The Milwaukee Bucks are going to have a hilarious roster next season. Tyler Herro! Myles Turner! Kevin Porter Jr.! Caris LeVert! Kyle fuckin' Kuzma! To assemble this Jaywalkers' Row of contributors, while also affording all of the non-corporeal essence of Damian Lillard that can be purchased with $22 million, takes some serious finagling. So much finagling, apparently, that it draws the concerned attention of the league's front office: According to a report from ESPN's Shams Charania, the Bucks are currently being investigated by the NBA for bizarre spending behavior.
At issue is the deal made between the Bucks and free-agent guard Gary Trent Jr., who over the weekend agreed to a new four-year contract worth $64 million. Just in math terms, there is nothing extreme about the deal. The veteran minimum for a player who, like Trent, has played eight seasons in the NBA, is about $6.7 million. The maximum, for which Trent is not eligible, is more than $57 million. The non-taxpayer mid-level exception for the upcoming season—a carve-out for teams over the salary cap but under the luxury tax threshold, like the Bucks—is right about $16 million. Trent's new contract escalates season by season, and for the upcoming season will pay him a little over $14 million, per Spotrac. In NBA terms, a $16 million annual salary is not an eye-popping commitment.
But in Gary Trent Jr. terms, a $16 million annual salary is, uhh, quite a lot. Meaning no more than the usual disrespect, Trent is just a guy, a streaky if hyper-willing shooter who does precisely nothing else of consequence on an NBA floor. He has played two seasons with the Bucks, and over that span was broadly awful. Last season he averaged 8.1 points per game, mostly as a reserve, and the Bucks were hopelessly overmatched during his minutes, worse by net rating by more than nine points per 100 possessions. The Bucks were hoping that Trent could keep them spaced and firing around Giannis Antetokounmpo, but Antetokounmpo's injuries plus the team's rapidly souring vibes ruined each of Milwaukee's last two campaigns, and now Giannis is in Miami and the team is a shambles.

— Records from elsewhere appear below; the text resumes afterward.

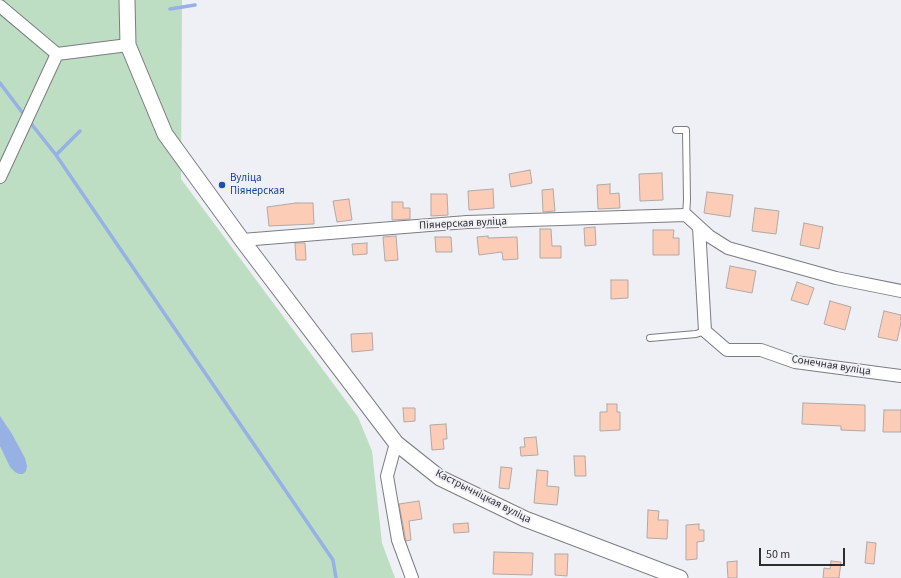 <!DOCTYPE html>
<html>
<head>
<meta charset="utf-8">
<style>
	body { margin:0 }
	#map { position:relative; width:901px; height:578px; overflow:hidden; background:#efeff6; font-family:"Source Sans 3",sans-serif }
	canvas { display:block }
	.scale { position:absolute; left:759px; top:548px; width:86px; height:18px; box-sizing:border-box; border:2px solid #2d2d30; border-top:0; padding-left:5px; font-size:12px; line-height:14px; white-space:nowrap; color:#2d2d30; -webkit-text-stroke:3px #efeff6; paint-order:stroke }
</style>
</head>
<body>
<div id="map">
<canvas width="901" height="578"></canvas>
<div class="scale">50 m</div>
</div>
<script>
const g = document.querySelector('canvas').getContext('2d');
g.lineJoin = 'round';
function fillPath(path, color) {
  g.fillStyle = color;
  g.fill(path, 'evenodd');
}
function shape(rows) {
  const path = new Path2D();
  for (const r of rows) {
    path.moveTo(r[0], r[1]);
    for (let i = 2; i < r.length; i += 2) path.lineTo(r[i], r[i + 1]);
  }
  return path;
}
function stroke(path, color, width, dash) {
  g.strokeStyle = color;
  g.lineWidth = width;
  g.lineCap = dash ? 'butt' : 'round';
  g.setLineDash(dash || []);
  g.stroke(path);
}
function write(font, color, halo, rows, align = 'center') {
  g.font = font + ' "Source Sans 3",sans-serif';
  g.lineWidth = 3.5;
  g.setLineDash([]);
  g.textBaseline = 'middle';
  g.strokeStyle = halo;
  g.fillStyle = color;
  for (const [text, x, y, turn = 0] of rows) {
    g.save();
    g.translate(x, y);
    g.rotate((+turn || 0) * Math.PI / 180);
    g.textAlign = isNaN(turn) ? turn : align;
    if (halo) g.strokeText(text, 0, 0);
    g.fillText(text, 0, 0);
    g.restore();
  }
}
const green = shape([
	[0,0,182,0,181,179,358,417,372,451,382,543,395,578,0,578]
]);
const water = shape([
	[0,416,12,434,25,458,27,466,26,471,23,474,19,474,15,472,10,467,0,446]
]);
const stream = shape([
	[170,9,195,5],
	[0,83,25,116],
	[29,121,56,155,333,560,336,578],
	[56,155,80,131]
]);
const building = shape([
	[530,170,532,183,511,187,509,174,530,170],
	[662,173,663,200,640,201,639,174,662,173],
	[610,184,610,194,619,193,620,208,598,209,597,185,610,184],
	[493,189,494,208,469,210,468,191,493,189],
	[553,189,555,211,543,212,542,190,553,189],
	[707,192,733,195,730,217,704,213,707,192],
	[431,194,447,194,448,215,431,216,431,194],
	[349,199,352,220,337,222,333,201,349,199],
	[392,202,403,202,403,208,410,208,410,219,392,220,392,202],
	[296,203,313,203,314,224,269,226,267,207,296,203],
	[755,208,779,211,776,234,752,231,755,208],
	[804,223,823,227,819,249,800,245,804,223],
	[595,227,596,245,585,246,584,228,595,227],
	[540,229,551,229,552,246,561,246,561,258,540,258,540,229],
	[653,230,674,230,673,238,679,238,679,255,653,255,653,230],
	[396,236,398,260,385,261,383,237,396,236],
	[488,236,488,238,517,237,518,259,503,260,502,252,479,255,477,237,488,236],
	[435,237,451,237,452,252,436,252,435,237],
	[295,243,305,243,306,260,296,260,295,243],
	[367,243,367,254,353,255,352,244,367,243],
	[730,266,756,271,752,293,726,288,730,266],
	[611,280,628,280,628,298,611,299,611,280],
	[797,282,814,288,808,305,791,300,797,282],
	[830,301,851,307,845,330,824,324,830,301],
	[884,311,901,315,901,323,897,341,878,337,884,311],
	[372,333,373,350,352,352,351,334,372,333],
	[803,403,865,405,865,431,841,430,841,426,802,424,803,403],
	[607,404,617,404,617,412,620,412,620,430,600,431,600,412,607,412,607,404],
	[403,408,415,408,415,421,404,422,403,408],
	[884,410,901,410,901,432,883,432,884,410],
	[446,424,447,439,443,439,444,449,432,450,430,425,446,424],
	[536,437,538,455,521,456,520,447,525,447,524,438,536,437],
	[574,456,585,456,586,476,575,476,574,456],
	[501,467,512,468,509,489,499,488,501,467],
	[537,470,548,471,547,486,559,487,557,505,534,503,537,470],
	[419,501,422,519,409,521,411,540,406,541,399,504,419,501],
	[648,510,659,511,658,520,668,520,667,539,647,538,648,510],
	[468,523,469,532,454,533,453,524,468,523],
	[699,524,699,530,704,530,704,541,697,542,697,559,686,560,686,525,699,524],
	[867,542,876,543,874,564,865,563,867,542],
	[494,552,533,553,532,575,493,574,494,552],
	[555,554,568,554,567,576,555,575,555,554],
	[737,561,737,578,728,578,727,562,737,561],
	[831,561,841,562,839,578,823,578,824,568,830,569,831,561]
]);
const service = shape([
	[676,130,686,130,687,200,686,215],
	[650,338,696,334,705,331]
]);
const minor = shape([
	[0,6,57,54],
	[0,177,57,54,128,45],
	[699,227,705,331,727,350,761,350,795,362,901,376],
	[242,240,467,222,686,215,709,236,728,248,836,278,901,291],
	[396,443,387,476,398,540,412,578]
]);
const tertiary = shape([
	[127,0,128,45,165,134,242,240,396,443,440,478,525,519,680,578]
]);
const markers = [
	[222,185,4,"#1a4fb4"]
];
const transitNames = [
	["Вуліца",230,179],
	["Піянерская",230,192]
];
const streetNames = [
	["Піянерская вуліца",463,224,-3],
	["Сонечная вуліца",831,366,9],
	["Кастрычніцкая вуліца",483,497,27]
];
fillPath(green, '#bddec2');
fillPath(water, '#98b1e4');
stroke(stream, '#98b1e4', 3.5);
fillPath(building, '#fdccb7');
stroke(building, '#b0a9a6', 1);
stroke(service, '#7c7c82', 8);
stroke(minor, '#7c7c82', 14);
stroke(tertiary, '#7c7c82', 17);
stroke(service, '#fff', 6);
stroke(minor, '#fff', 12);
stroke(tertiary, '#fff', 15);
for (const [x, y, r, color] of markers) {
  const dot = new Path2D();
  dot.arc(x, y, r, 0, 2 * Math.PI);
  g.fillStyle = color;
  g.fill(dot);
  stroke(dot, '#efeff6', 1.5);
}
write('11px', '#164399', '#efeff6', transitNames, 'left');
write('11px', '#2d2d30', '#efeff6', streetNames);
</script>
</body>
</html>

You would not expect a team getting out of the Antetokounmpo business to bother spending $64 million on what is almost certainly the final third of the career of Gary Trent Jr. The decision to lavish a long-term deal on a ho-hum seventh man is made all the more curious by history: Trent joined the Bucks in 2024 on a veteran minimum contract worth just over $2 million, a striking pay cut for an in-his-prime veteran who'd just played out a three-year deal with an average annual salary of more than $17 million. Probably there were those who thought this was an appropriate correction for someone who tends to drive his team's fans absolutely crazy. Trent broadly overperformed his meager salary, posting 11 points per game that regular season as a heavy-use third guard, albeit for a deeply frustrating disappointment of a Bucks squad. Instead of cashing in with a bigger deal in free agency, Trent reupped with the Bucks on another near-minimum deal, this time a two-year contract with a player option on the second one.
The Bucks were awful last season, Trent was much worse, and the team subsequently dealt away the greatest player in franchise history, definitively closing their period of near-contention. Why all of a sudden do the Bucks consider this skittering gunner approximately five times as valuable as he was to a would-be contender? That is the question being asked by the NBA's investigators. Of course, everyone knows the answer, or at least shares the same impression: Trent's below-market deals for his first two years in Milwaukee were a favor to help fortify an otherwise cash-strapped franchise making a desperate push into contention during the suddenly numbered Days of Giannis. And Trent's new, hilariously above-market long-term deal is the Bucks returning that favor. The NBA has a word for that, and it is circumvention: Trent in effect was given a six-year, $70 million contract, split up into two minimum deals and one mid-level exception.
You have to hand it to the Bucks, who are so incredibly clever that they have outsmarted even themselves: They squeezed a replacement-grade bench guy onto one of the era's least enjoyable squads, won nothing, and now for their hard work they get four years of gilded Gary Trent Jr. on a team going absolutely nowhere. The NBA should drop the investigation immediately—that plus Kyle Kuzma is punishment enough. Unless the Bucks really want $64 million worth of Gary Trent Jr., in which case someone should stage an intervention.